◆ Work order
Copy every line in the records below that contains the word "moveTo".
[Data]
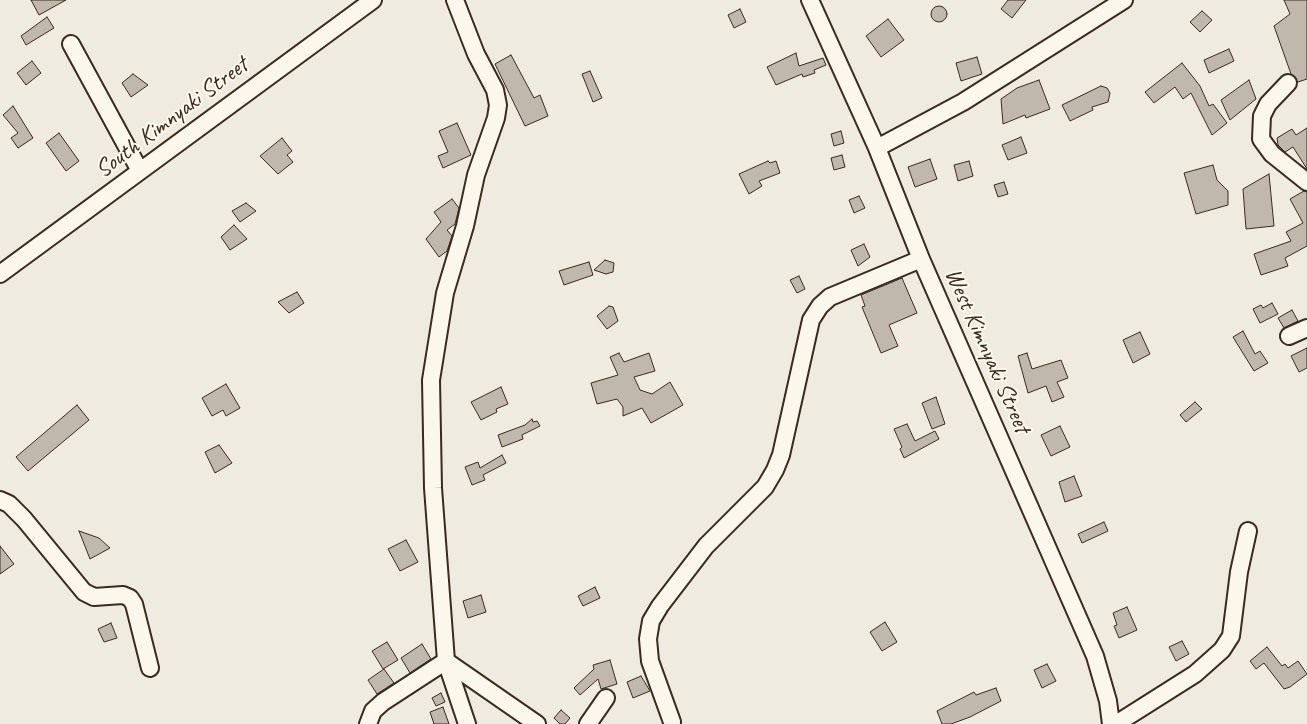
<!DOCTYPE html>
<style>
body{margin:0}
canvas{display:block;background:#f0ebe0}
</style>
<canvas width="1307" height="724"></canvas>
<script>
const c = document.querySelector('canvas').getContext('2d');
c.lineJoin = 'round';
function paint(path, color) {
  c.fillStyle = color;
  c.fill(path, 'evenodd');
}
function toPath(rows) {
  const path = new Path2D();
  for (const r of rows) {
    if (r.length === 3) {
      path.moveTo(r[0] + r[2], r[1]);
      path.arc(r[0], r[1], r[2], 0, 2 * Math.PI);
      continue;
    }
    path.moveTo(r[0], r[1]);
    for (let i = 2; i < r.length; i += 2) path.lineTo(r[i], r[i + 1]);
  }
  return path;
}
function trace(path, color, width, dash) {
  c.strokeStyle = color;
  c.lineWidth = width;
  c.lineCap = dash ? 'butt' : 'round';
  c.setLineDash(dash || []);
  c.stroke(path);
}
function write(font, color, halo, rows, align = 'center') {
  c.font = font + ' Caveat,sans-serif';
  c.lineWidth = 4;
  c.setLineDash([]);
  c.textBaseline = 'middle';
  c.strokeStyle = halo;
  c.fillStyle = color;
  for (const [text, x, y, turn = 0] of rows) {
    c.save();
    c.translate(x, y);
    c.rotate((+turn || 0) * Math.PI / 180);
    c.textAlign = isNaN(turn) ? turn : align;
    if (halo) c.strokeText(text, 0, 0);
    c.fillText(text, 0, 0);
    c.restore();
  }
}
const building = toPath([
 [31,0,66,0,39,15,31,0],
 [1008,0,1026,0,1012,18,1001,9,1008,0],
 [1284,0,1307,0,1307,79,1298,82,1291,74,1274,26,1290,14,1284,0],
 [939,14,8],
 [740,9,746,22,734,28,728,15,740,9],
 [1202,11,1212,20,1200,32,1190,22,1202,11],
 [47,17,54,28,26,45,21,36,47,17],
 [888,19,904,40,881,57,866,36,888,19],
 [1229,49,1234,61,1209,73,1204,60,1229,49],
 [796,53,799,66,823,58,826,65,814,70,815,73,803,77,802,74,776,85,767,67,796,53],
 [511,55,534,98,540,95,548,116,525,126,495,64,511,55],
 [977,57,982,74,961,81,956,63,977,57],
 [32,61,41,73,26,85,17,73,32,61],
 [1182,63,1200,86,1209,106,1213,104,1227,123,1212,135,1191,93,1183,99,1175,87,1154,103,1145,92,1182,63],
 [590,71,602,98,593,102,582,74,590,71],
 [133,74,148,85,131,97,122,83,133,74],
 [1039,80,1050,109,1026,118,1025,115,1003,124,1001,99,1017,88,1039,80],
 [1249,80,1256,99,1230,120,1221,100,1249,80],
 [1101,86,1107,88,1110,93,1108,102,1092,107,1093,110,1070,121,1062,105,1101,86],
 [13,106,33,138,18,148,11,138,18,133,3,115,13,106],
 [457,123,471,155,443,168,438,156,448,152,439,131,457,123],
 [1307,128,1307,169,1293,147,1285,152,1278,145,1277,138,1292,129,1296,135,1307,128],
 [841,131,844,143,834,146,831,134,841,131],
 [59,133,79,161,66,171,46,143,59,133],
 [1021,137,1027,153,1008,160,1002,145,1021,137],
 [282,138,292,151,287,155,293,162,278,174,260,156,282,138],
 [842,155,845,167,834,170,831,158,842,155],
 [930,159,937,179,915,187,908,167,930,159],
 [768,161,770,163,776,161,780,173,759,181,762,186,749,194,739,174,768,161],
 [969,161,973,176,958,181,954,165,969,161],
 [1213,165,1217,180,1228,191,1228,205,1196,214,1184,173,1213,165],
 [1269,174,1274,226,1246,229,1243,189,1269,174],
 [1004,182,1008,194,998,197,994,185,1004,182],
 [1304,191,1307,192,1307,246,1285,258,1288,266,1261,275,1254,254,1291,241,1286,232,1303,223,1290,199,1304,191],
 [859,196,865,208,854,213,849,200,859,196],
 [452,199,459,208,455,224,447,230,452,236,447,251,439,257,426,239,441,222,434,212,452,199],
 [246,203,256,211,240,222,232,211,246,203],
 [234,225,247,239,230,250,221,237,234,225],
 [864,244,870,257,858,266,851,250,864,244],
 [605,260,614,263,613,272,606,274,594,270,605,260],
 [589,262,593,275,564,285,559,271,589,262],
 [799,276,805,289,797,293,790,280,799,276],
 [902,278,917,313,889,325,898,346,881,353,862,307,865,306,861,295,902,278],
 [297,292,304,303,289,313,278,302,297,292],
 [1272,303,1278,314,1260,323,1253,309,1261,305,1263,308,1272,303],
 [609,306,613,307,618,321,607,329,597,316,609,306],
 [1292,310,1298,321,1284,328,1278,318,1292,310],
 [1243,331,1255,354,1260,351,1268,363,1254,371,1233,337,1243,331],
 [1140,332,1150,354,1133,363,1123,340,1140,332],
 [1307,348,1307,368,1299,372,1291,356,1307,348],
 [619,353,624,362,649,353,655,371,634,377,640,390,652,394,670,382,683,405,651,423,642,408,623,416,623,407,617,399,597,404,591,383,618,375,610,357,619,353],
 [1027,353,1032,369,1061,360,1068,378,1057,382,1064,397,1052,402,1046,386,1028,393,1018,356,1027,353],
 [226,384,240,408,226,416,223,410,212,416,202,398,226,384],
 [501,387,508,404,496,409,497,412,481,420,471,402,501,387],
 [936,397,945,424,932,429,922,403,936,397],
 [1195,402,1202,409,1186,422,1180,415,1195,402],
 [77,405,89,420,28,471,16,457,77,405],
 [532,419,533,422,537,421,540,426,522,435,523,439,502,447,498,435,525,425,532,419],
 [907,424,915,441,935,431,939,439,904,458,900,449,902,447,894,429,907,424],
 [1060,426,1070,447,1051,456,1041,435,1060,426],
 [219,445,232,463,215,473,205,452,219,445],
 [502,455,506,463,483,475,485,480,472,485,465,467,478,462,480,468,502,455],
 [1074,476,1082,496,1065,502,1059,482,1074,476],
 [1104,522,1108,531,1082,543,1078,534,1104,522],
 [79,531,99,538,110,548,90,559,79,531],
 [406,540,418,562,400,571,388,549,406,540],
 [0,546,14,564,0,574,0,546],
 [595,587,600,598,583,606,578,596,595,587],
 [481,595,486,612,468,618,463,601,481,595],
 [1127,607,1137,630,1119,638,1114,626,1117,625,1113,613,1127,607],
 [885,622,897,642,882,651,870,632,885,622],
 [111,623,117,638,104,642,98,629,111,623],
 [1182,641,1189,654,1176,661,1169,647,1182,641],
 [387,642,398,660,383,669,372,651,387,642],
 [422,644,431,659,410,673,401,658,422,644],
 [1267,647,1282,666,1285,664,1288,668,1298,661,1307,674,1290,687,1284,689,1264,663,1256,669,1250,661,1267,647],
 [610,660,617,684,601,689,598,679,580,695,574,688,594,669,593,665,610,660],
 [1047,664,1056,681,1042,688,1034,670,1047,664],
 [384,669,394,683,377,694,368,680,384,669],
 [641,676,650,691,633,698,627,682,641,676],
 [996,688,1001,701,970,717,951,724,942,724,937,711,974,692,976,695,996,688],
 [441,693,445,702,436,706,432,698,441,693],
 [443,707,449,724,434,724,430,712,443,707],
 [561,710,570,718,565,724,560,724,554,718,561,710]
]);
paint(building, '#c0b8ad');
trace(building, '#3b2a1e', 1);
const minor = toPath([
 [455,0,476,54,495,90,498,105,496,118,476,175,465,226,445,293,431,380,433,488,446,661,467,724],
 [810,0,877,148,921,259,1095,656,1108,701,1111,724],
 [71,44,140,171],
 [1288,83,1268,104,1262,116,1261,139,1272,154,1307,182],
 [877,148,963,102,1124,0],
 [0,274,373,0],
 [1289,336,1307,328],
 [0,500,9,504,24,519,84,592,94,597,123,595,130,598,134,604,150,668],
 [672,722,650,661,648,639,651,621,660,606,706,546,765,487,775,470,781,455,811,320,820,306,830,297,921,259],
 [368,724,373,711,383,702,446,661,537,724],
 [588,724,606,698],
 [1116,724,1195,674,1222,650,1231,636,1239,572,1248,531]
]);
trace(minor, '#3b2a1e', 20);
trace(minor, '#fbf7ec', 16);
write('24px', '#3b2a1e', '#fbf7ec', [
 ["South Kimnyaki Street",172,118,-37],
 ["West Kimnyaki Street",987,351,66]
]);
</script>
[/Data]
◆ Response below
      path.moveTo(r[0] + r[2], r[1]);
    path.moveTo(r[0], r[1]);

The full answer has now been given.